Diamond Products International; Bi-Center BHA Recommendations; A Guideline
for Bottom Hole Assemblies; Product Bulletin No. 005; 02-09-96; B. Taylor;
(pp. 1-2).
Diamond Products International; SpeedReamer.TM. ; Initial Field Tests;
Offshore Technology Conference 1996; (13 p.).
Diamond Products International; The Latest Generation of Bi-Center Bits; (8
p.); undated.
The American Oil &Gas Reporter; New Bit Designs Reduce Drilling Cost; M.
Lee; Apr. 1997; (9 p.).
|
Primary Examiner: Neuder; William
Attorney, Agent or Firm: Rosenthal & Osha LLP
Claims
What is claimed is:
1. A drill bit for drilling a hole having a diameter greater than a
diameter of a smallest opening through which the drill bit can pass, the
drill bit comprising:
a bit body having an axis of rotation;
a cutting surface at one end of the bit body having a geometric axis
laterally offset from the axis of rotation, the cutting surface comprising
a plurality of blades arranged at substantially the same axial position,
wherein at least one of the blades has a greater radial extent from the
axis of rotation than the other blades; and
a plurality of cutter elements affixed to the blades at selected positions
along each blade.
2. The drill bit of claim 1, wherein the geometric axis is laterally offset
from the axis of rotation by at least 5% of the diameter of the smallest
opening through which the drill bit can pass.
3. The drill bit of claim 2, wherein the geometric axis is laterally offset
from the axis of rotation by approximately 7.5% of the diameter of the
smallest opening through which the drill bit can pass.
4. The drill bit of claim 1, wherein the cutting surface further comprises
a central recessed portion centered proximal to the axis of rotation.
5. The drill bit of claim 4, wherein the recessed portion comprises a
smooth, generally cylindrical wall and a bottom surface.
6. The drill bit of claim 5, wherein the recessed portion further comprises
at least one cutter element.
7. The drill bit of claim 6, wherein the recessed portion further comprises
a plurality of cutter elements.
8. The drill bit of claim 1, further comprising fluid discharge nozzles
disposed proximal to the cutting surface.
9. The drill bit of claim 1, wherein the cutter elements comprise
polycrystalline diamond compact inserts.
10. The drill bit of claim 1, wherein the selected positions of the cutter
elements are selected so that lateral forces exerted by the cutter
elements on the blades substantially balance.
11. The drill bit of claim 10, wherein the selected position of each cutter
element is selected by adjusting at least one variable selected from the
group consisting of back rake, side rake, profile angle, longitudinal
position, radial position and angular position to minimize a total lateral
imbalance force exerted on the drill bit during drilling.
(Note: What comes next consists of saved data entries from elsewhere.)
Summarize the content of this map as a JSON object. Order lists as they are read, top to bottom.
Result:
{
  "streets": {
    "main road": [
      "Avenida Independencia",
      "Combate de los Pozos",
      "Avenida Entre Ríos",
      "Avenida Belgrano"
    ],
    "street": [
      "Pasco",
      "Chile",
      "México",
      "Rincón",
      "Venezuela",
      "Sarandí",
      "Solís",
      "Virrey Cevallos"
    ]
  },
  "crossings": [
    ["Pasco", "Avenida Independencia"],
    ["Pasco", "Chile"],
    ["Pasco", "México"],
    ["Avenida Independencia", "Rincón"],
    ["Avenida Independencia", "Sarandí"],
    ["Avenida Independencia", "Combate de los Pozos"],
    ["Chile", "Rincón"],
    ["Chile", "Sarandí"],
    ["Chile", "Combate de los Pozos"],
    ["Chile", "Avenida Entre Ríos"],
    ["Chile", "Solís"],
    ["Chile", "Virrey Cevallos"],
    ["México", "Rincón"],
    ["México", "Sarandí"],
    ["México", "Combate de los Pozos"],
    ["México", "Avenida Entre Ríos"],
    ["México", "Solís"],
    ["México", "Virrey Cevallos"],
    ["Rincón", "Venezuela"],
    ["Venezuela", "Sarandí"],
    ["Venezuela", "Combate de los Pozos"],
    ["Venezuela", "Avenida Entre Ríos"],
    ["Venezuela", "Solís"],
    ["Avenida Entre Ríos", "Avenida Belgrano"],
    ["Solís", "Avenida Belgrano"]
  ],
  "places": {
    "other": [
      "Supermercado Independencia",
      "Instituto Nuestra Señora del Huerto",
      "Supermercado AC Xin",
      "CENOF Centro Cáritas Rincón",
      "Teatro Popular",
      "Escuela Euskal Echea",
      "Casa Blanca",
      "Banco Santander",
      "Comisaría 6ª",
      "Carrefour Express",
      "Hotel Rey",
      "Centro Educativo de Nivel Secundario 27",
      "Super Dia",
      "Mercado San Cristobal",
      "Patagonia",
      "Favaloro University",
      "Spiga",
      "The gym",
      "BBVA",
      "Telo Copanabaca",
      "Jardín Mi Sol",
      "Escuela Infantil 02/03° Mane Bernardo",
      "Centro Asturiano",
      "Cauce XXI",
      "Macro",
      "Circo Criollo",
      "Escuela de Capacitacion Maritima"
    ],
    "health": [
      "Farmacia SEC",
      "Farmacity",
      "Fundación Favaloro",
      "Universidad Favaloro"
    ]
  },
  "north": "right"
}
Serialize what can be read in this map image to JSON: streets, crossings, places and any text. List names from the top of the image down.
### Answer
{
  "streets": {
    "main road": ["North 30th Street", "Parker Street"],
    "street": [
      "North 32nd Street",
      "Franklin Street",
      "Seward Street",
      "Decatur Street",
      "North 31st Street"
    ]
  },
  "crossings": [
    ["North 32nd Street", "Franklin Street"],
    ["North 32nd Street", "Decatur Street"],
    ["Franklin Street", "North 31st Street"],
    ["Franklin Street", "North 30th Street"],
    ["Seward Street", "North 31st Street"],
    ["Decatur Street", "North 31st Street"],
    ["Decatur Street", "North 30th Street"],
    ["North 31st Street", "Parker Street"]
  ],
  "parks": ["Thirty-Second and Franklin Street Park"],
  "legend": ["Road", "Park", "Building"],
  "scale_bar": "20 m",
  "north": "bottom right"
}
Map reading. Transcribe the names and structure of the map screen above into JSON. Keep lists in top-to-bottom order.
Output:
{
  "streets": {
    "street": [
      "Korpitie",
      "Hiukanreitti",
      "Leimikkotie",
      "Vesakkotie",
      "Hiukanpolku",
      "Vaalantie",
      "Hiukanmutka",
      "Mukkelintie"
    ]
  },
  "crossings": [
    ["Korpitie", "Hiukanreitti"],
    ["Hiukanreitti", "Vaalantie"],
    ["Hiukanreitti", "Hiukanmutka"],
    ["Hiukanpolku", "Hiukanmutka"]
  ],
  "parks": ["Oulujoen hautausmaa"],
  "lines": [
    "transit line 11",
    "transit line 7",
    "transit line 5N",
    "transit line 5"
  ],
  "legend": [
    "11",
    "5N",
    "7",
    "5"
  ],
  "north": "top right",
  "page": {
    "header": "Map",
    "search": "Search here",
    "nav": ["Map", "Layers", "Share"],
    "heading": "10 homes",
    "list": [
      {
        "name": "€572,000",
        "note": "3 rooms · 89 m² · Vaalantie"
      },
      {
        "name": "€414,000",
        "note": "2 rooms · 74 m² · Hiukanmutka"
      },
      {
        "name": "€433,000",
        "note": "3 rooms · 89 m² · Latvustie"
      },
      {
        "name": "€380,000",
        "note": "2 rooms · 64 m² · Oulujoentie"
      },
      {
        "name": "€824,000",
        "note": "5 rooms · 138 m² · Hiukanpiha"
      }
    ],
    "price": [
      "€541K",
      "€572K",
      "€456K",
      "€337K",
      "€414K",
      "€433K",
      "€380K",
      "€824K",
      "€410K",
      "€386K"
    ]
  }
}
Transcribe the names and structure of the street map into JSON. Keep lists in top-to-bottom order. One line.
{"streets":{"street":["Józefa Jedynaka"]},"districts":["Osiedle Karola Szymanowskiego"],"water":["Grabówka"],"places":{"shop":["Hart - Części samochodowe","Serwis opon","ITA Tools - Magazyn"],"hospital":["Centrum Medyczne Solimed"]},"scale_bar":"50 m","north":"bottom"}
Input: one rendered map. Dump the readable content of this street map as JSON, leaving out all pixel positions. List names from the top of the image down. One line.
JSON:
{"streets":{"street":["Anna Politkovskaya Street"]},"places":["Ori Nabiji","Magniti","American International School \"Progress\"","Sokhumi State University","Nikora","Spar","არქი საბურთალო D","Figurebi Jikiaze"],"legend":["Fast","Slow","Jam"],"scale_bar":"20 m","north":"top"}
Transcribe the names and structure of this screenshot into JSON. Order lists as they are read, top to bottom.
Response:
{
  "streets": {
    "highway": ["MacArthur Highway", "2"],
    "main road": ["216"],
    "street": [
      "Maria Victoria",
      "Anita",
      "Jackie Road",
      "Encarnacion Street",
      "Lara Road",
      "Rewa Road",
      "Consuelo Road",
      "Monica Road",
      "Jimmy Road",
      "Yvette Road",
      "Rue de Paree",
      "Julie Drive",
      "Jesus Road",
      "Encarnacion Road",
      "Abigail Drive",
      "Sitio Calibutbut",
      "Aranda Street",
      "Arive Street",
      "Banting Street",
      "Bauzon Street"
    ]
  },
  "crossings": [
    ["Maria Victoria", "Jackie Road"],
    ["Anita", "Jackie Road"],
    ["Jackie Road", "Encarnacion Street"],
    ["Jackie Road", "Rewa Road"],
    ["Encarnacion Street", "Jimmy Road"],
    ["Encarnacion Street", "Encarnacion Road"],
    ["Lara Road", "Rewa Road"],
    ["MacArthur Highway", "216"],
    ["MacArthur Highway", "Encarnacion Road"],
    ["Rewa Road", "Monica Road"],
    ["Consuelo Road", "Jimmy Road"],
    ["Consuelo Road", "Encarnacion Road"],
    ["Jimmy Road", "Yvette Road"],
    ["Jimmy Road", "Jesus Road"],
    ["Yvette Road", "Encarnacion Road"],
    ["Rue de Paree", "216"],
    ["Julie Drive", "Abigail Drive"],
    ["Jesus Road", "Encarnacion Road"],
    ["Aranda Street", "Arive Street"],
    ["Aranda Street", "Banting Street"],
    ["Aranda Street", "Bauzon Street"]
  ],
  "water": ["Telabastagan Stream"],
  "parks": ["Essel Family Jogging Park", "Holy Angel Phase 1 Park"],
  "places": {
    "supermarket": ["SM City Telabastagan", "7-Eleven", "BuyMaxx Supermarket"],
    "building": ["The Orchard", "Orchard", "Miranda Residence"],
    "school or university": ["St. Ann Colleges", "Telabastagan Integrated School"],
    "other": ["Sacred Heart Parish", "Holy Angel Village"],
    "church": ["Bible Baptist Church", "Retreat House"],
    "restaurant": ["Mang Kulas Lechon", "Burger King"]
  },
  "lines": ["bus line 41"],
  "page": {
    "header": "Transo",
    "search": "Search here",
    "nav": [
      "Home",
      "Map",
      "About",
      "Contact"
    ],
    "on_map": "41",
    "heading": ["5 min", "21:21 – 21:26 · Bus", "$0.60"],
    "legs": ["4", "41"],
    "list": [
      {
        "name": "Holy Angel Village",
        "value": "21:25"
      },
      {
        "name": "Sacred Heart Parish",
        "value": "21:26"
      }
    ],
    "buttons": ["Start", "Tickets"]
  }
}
12. The drill bit of claim 10, wherein the plurality of blades are arranged
at substantially the same axial position so that the axial separation
between the lateral forces exerted by the cutter elements on the blades is
minimized to produce a turning moment on the bit that is substantially
zero.
13. The drill bit of claim 1, wherein each of the blades comprises a bit
profile defined by a single curved portion and an adjacent linear gage
portion, wherein an angle between a line perpendicular to the profile and
the axis of rotation of the bit body generally increases continuously from
zero or negative for an inner point along the profile to approximately
90.degree. for an outer point along the profile.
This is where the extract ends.